I’m lucky to be in Switzerland at a time when summer is just ending and autumn beginning. When I arrived in Weggis in the last week of August, I couldn’t stop admiring  the beauty of the country side. All I could see were different shades off green, clear blue skies and lakes. Of course, there were those pesky gloomy days, when I couldn’t see beyond my stretched out arm. Even so, when the skies cleared, I saw the most breath-taking view of the mountains tops, covered in snow. The locals call this Zuckerhaube (which translates to sugar hood). Now that autumn is coming in, the trees are being replaced by deep shades of red, orange and yellow.

Picture perfect
I have a west facing room, with a massive window. My view is of rolling hills, fruit trees and on the far end, a forest. On most days, I wake up to a sight of horses galloping on the fields, cats chasing mice and crows cracking chestnuts on the tar road.
On my arrival, I soaked in this scenery and savored every moment, unaware that in exactly two weeks, I would watch autumn manifest right before my eyes.

I also watched with great curiosity as the locals started to prepare for the long and miserable Swiss winter. I was oblivious to the fact that I would witness an ancient tradition that comes with the change of the season — the cow descent (more on that later).

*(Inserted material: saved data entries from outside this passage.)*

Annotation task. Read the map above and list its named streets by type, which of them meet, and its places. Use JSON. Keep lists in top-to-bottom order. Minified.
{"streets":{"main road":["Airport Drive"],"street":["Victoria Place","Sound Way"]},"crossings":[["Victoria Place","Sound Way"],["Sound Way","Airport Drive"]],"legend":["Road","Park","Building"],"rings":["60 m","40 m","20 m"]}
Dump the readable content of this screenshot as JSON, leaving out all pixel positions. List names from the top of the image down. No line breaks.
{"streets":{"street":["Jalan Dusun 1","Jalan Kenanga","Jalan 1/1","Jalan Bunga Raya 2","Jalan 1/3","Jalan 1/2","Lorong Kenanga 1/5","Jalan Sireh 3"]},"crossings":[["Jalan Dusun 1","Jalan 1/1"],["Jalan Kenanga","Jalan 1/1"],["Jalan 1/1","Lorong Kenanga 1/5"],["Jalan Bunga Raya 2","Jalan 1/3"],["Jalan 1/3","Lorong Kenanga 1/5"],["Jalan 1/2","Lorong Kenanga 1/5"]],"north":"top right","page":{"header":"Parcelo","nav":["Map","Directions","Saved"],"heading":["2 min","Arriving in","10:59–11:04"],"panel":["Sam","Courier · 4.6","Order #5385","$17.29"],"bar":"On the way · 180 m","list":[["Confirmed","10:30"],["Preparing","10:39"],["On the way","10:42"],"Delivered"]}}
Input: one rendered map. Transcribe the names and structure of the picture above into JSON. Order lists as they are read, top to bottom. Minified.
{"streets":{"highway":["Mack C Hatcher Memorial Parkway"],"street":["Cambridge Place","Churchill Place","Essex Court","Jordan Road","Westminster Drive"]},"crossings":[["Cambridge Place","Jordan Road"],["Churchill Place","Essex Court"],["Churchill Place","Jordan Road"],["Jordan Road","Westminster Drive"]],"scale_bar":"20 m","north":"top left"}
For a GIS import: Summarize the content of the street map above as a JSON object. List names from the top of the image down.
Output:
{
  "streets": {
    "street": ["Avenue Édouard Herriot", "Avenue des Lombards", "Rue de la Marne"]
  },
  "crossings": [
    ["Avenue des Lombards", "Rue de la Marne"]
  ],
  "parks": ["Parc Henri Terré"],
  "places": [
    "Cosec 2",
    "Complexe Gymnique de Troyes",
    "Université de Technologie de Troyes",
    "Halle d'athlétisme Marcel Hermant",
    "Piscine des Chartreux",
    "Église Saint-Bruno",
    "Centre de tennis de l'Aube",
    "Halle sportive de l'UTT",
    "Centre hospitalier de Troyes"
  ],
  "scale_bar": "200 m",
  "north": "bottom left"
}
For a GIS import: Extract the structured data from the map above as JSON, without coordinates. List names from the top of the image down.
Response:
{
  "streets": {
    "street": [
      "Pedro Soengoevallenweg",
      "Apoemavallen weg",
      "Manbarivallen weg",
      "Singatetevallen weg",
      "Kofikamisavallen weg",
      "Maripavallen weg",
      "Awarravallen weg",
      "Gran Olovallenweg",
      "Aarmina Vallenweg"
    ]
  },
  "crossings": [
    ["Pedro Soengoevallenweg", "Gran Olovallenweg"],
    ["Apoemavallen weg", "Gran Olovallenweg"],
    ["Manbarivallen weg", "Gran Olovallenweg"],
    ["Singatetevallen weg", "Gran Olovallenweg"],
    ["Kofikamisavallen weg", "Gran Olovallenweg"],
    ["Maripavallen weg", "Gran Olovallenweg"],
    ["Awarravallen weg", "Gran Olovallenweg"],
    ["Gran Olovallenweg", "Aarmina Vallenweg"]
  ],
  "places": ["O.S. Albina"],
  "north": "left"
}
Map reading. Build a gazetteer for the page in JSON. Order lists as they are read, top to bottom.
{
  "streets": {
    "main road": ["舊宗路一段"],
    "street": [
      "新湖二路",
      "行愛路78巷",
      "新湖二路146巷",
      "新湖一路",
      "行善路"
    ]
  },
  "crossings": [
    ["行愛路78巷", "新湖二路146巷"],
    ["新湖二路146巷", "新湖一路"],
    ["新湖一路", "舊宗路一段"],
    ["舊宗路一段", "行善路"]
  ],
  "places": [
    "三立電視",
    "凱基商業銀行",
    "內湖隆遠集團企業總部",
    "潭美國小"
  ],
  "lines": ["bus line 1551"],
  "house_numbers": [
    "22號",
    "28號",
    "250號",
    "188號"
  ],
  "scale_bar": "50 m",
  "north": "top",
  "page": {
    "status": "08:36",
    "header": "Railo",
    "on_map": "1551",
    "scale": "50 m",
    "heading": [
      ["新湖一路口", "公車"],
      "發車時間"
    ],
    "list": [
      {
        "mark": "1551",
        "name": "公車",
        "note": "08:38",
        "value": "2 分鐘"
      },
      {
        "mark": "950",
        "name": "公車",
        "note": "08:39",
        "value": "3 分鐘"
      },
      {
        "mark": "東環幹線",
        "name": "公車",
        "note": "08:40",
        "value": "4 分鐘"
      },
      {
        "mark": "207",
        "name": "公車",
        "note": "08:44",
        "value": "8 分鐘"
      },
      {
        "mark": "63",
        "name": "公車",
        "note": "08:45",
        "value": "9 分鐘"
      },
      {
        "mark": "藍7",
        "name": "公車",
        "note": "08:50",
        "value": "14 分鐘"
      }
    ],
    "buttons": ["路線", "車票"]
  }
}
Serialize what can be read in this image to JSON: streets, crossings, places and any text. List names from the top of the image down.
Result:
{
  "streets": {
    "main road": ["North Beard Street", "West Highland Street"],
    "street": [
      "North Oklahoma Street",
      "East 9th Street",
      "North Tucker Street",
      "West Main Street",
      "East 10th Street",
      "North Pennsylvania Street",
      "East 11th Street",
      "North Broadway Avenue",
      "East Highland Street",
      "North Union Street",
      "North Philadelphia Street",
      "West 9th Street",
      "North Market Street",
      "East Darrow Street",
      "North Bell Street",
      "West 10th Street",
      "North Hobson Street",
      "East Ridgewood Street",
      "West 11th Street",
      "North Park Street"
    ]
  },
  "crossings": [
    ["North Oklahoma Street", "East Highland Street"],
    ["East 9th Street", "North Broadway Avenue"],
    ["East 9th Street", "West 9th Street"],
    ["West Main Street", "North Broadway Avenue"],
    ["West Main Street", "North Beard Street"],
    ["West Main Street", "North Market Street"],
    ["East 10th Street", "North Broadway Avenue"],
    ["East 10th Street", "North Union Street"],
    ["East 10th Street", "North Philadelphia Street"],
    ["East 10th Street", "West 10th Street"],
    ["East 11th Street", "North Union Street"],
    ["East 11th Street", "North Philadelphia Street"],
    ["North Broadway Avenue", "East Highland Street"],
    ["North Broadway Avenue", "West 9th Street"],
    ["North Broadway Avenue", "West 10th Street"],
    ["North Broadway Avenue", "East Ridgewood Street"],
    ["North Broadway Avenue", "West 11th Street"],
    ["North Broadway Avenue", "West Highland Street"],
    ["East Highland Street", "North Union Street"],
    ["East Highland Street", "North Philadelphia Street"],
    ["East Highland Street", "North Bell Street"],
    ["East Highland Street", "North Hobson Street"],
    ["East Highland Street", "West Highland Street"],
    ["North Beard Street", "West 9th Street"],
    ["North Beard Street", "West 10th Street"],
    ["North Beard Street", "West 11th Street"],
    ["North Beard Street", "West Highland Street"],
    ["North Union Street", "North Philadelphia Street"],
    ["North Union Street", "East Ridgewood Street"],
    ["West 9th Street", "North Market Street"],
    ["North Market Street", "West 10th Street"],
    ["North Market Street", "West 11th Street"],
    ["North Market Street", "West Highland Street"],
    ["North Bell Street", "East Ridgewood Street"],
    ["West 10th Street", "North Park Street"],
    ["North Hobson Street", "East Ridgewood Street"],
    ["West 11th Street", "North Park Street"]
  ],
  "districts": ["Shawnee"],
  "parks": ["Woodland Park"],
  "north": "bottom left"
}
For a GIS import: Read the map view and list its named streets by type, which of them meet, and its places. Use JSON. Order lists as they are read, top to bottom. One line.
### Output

For the past two days, I’ve been observing farmers, alternating between harvesting fruit and mowing the grass, which is then rolled up with plastic to preserve it for winter.

The view from the kitchen window.

Bring the cows home
The last two weeks of September and the first two weeks of October, are a special time in Switzerland, pastoral farmers bring their cows home after three months of being confined in the alpine pastures. During summer, the cows are taken up to the alps, this gives the grass on the meadows a chance to grow.

Totally love the shirt.

The big descent
If you think cows descending from the mountain is just an ordinary occasion, you better think again. It’s probably one of the last things the Swiss enjoy, before the snow turns the country into a deep freezer.
This event is so special that people from near and far, drive to where the descent (Alpabfahrt) is taking place. Christine, Otto and I, were some of the people who drove for an hour to get to Einseldeln, in canton Schwyz. This particular cow descent is said to be the biggest one in the whole of Switzerland, it only happens once every five years.

We didn’t have to wait long before the first herd appeared, bells clanging and perhaps a little reluctant to walk among the people that had formed a passage. Shortly after that the sheep followed, adorned with smaller bells than that of the cows. My favourite part was watching the goats waltz between the people, sniffing their shoes, licking their hands (cheeky creatures these). The kids went ballistic, they ran to the goats patting them, hugging them, it was all so cute to watch. One goat even went up to a camera man and licked his lens it was quite hilarious, pity I was too slow in capturing the moment.

These cows look too small to have given any significant amount of milk. But what do I know, the farmers know best.
That is a face of a man smitten with his sheep.
Bah, bah, black sheep…

Things that blow my mind
One thing I find fascinating about Switzerland is how pastoral farming is seamlessly woven into city life, so much that you find it difficult to tell where the country side ends, and suburbia begins. It is only when you are in the belly of  Lucern, that you know for sure that you are in the city. Even so, you will occasionally see a muddy tractor among the slick German sports cars. I love this though, there is no reason the two can’t co-exist.